Commissioner Approves Double Cy Young Awards

 

This Week in 1960s Baseball

(March 1, 1967) Baseball Commissioner William D. Eckert today approved the plan to recognize a Cy Young Award winner for each major league, starting with the upcoming 1967 season.

Baseball Commissioner William D. Eckert approved adding a second Cy Young Award starting with the 1967 season. For the first time, there would be a Cy Young winner for each league.

First introduced in 1956 by Baseball Commissioner Ford Frick, the award recognizing baseball’s best pitcher in a season was named in honor of baseball’s winningest pitcher of all time, Cy Young, who had passed away the previous year.

The first recipient of the Cy Young Award was Brooklyn right-hander Don Newcombe, who was 27-7 for the Dodgers with a 3.06 ERA in 1956. From 1956 to 1966, there was only one Cy Young winner in major league baseball.

The last “major league” Cy Young winner was Sandy Koufax, the only pitcher to win more than one award during the single-winner era. (Koufax took the award in 1963, 1965 and 1966.) Koufax was also the first unanimous Cy Young Award recipient in 1963.

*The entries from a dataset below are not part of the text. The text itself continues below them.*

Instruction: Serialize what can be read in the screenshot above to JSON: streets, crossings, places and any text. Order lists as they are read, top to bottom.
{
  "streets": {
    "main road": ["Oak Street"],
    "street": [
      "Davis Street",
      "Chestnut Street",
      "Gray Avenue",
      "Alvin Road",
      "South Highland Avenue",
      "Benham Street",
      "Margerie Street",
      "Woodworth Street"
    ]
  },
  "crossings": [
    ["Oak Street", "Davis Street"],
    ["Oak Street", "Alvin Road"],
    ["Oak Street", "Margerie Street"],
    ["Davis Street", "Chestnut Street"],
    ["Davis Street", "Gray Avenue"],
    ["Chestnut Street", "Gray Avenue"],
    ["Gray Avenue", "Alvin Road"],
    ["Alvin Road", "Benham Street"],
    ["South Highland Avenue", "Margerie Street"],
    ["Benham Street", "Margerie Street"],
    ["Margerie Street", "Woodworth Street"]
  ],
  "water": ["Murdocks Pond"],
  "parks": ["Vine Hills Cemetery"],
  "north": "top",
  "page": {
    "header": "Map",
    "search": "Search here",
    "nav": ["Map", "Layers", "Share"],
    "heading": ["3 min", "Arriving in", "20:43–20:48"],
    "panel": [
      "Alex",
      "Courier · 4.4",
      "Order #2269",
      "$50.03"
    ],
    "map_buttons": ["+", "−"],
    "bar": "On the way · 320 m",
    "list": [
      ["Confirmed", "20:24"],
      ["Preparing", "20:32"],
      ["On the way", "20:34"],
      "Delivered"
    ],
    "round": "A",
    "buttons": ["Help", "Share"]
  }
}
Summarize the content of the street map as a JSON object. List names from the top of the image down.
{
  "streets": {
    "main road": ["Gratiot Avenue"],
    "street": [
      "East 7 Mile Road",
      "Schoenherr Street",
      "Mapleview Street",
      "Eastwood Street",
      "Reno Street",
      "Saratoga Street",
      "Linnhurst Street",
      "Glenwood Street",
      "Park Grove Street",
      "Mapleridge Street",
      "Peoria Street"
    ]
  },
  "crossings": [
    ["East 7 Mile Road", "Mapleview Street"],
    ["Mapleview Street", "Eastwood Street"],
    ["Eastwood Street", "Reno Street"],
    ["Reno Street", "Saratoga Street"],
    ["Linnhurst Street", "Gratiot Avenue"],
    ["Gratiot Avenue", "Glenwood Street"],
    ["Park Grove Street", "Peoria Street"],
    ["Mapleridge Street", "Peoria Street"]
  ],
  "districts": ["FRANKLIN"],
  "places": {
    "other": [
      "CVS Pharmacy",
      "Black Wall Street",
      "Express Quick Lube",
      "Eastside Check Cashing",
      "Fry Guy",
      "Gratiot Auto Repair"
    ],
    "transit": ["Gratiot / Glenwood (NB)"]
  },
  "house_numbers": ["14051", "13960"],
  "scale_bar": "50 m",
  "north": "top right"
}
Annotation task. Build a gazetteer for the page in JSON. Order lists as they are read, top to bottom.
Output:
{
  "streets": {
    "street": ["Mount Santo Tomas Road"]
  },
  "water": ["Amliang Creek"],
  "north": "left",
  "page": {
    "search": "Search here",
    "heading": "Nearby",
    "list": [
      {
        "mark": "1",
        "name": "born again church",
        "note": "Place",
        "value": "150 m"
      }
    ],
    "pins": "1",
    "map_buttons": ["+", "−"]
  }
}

Pitching from 1890-1911, Cy Young won 511 major league games. He won 30 or more games in a season five times. He finished with a 2.63 career ERA.

Eckert attributed the “split” in the Cy Young Award to “fan request.” The first American League Cy Young winner was Boston’s Jim Lonborg, who went 22-7 in leading the Red Sox to the American League pennant in 1967. The National league winner that season was Mike McCormick, who was 22-10 for the San Francisco Giants.